When explaining the action of the saturation control part 11a as an example, when implementing a holographic image of a fish swimming in an aquarium, a specific color that is subjected to gradation is set to blue, which is the color of the water, and the saturation of this blue is the luminance of the lighting device. The saturation value of the gradation-processed circumferential area is adjusted upward in each step according to the gradation process in response to the case where the illuminance of the lighting device is high and the illuminance of the lighting device is low. By adjusting the saturation down, the gradation-processed image part can be controlled so that it can be seen as natural as possible without being seen as heterogeneous by external lighting.

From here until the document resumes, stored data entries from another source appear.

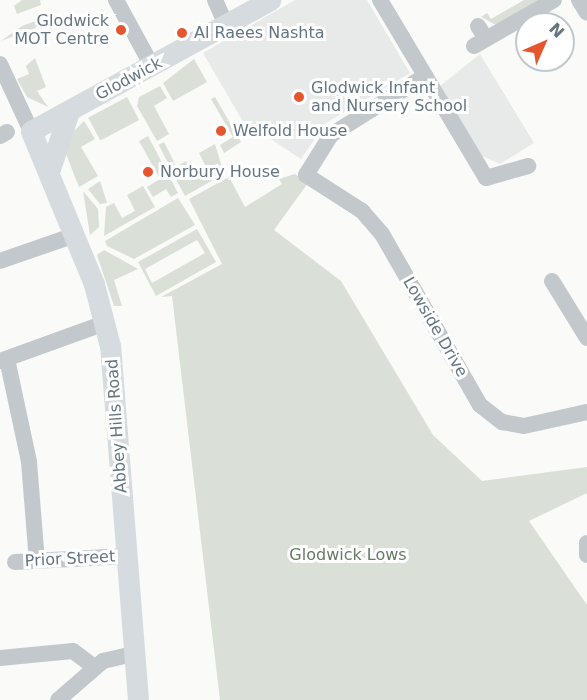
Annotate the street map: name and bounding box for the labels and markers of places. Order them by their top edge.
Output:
place label: Glodwick MOT Centre [14,11,109,49]
marker: Glodwick MOT Centre [114,23,128,37]
place label: Al Raees Nashta [194,23,324,43]
marker: Al Raees Nashta [175,26,189,40]
place label: Glodwick Infant and Nursery School [311,78,467,116]
marker: Glodwick Infant and Nursery School [292,90,306,104]
place label: Welfold House [233,121,347,141]
marker: Welfold House [214,124,228,138]
place label: Norbury House [160,162,280,182]
marker: Norbury House [141,165,155,179]

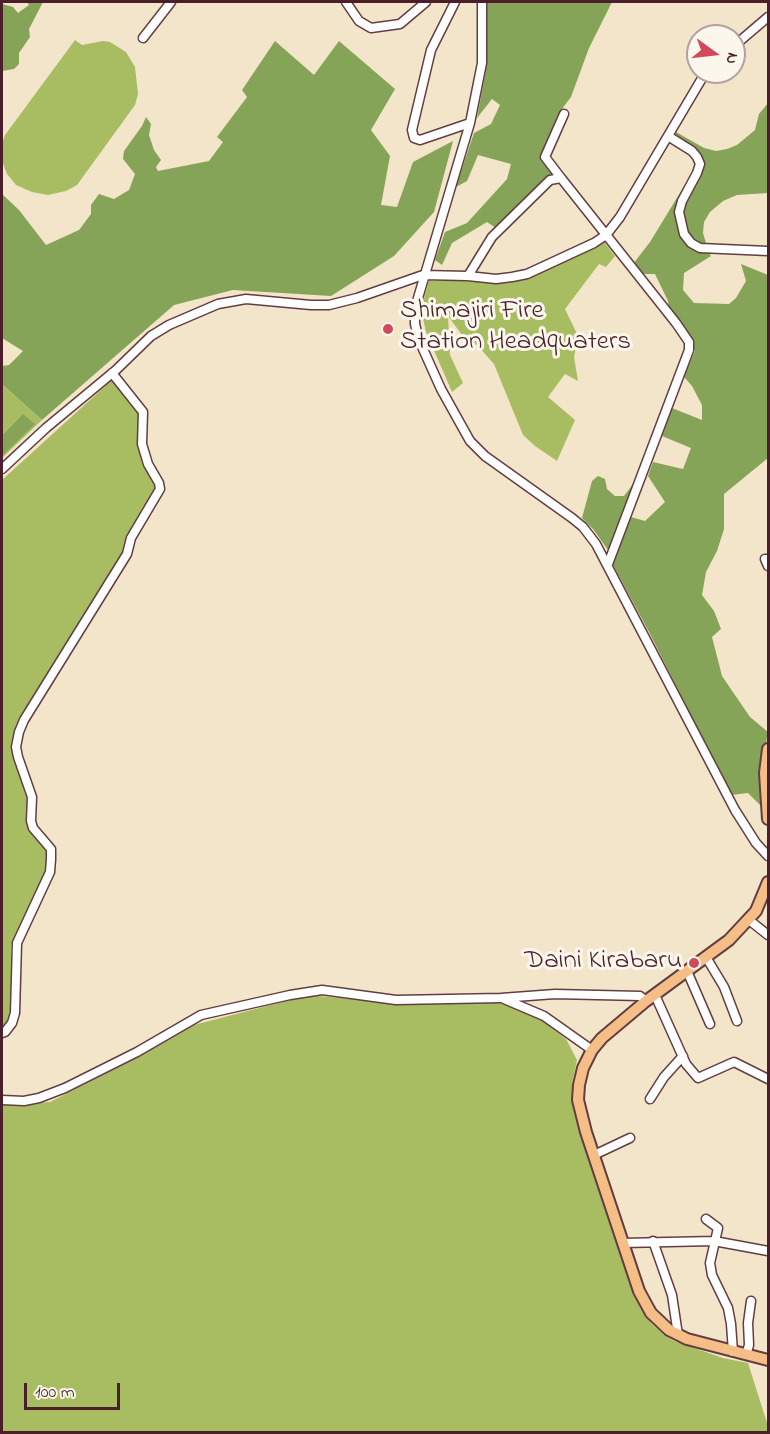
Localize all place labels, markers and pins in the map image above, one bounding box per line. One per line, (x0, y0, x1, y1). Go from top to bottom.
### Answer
place label: Shimajiri Fire Station Headquaters (400, 297, 631, 360)
marker: Shimajiri Fire Station Headquaters (381, 322, 395, 336)
place label: Daini Kirabaru (524, 947, 682, 979)
marker: Daini Kirabaru (687, 956, 701, 970)

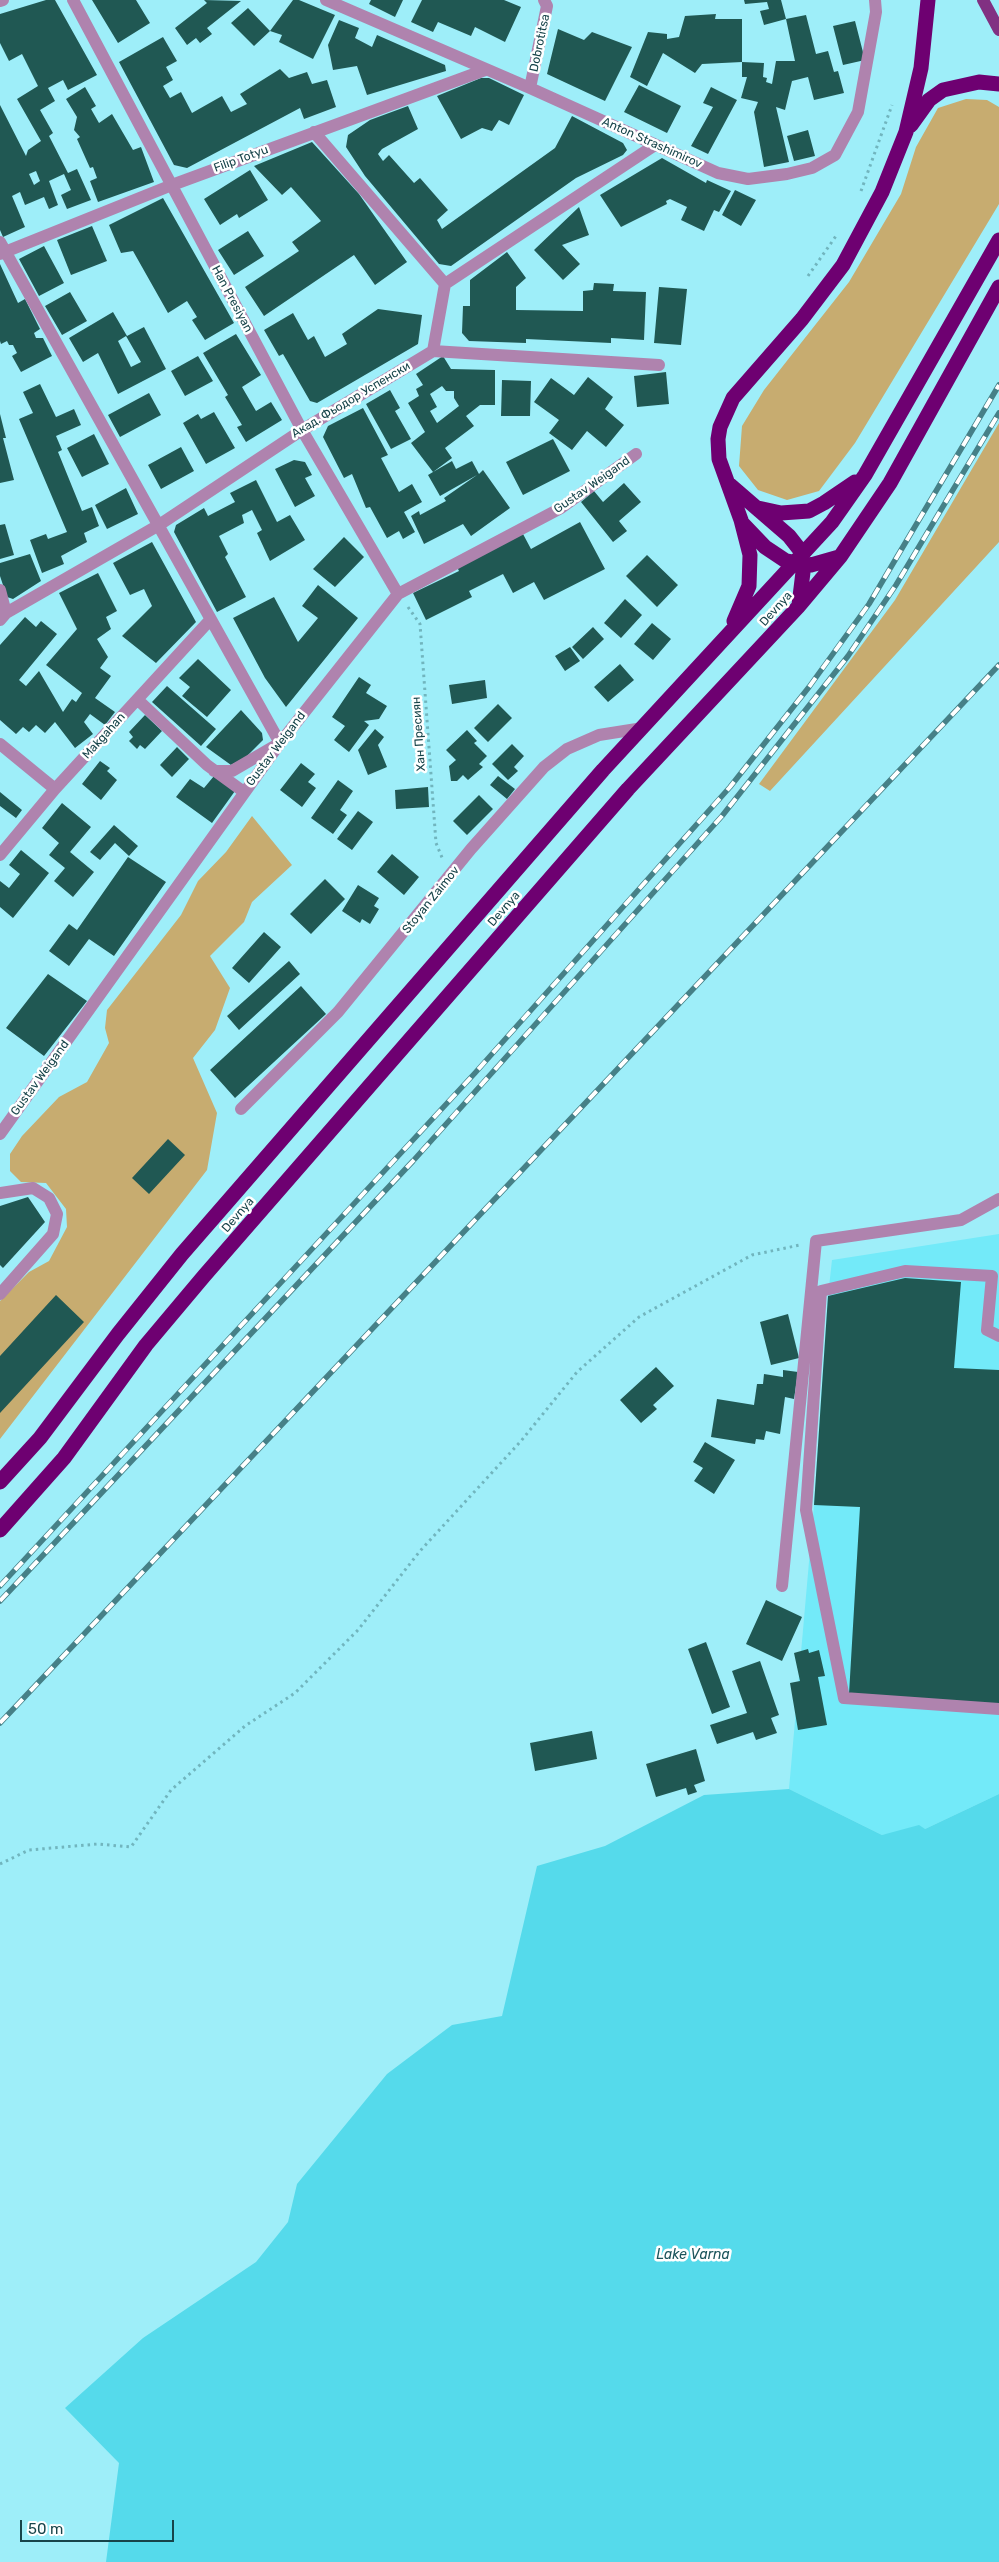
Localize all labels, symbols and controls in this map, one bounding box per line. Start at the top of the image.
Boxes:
street label: Dobrotitsa [527,13,553,73]
street label: Anton Strashimirov [600,114,704,172]
street label: Filip Totyu [212,142,270,176]
street label: Han Presiyan [208,263,256,335]
street label: Акад. Фьодор Успенски [289,359,413,441]
street label: Gustav Weigand [551,453,633,517]
street label: Devnya [757,589,795,629]
street label: Хан Пресиян [409,696,429,772]
street label: Gustav Weigand [243,709,309,789]
street label: Makgahan [80,710,128,762]
street label: Stoyan Zaimov [399,863,463,937]
street label: Devnya [485,889,523,929]
street label: Gustav Weigand [8,1038,72,1118]
street label: Devnya [219,1195,257,1235]
water label: Lake Varna [656,2247,730,2263]
scale bar [22,2510,176,2542]
text: 50 m [28,2520,63,2538]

Furthermore, the system of the present invention may include an additional illuminance measurement sensor in the intermediate partition wall 30 or the reflector 60 in addition to the illuminance sensor 80 described above. Specifically, the illuminance of the reflective illumination of the reflector 60 It may include a reflector illuminance sensor 81 to measure and an external light illuminance sensor 82 that is mounted on one side of the intermediate partition wall 30 to measure illuminance of external light.

At this time, the external light means light by an indoor light such as a fluorescent lamp if the holographic image is implemented indoors, and the external light illuminance sensor 81 detects at which position according to the irradiation angle of the external light or the size of the screen. Since variations in illuminance may occur depending on whether or not, it is desirable to set a plurality of locations based on the space on the screen, install a plurality of locations accordingly, and obtain an average value of them to accurately measure external light as much as possible.

That is, according to this configuration, the illuminance by the lighting device 40, the illuminance by the illumination reflected from the reflector 60, and the illuminance by external light are all measured. Through this, a more reasonable and accurate illuminance is measured. It provides a characteristic that the saturation can be variably adjusted in the saturation control part 11a.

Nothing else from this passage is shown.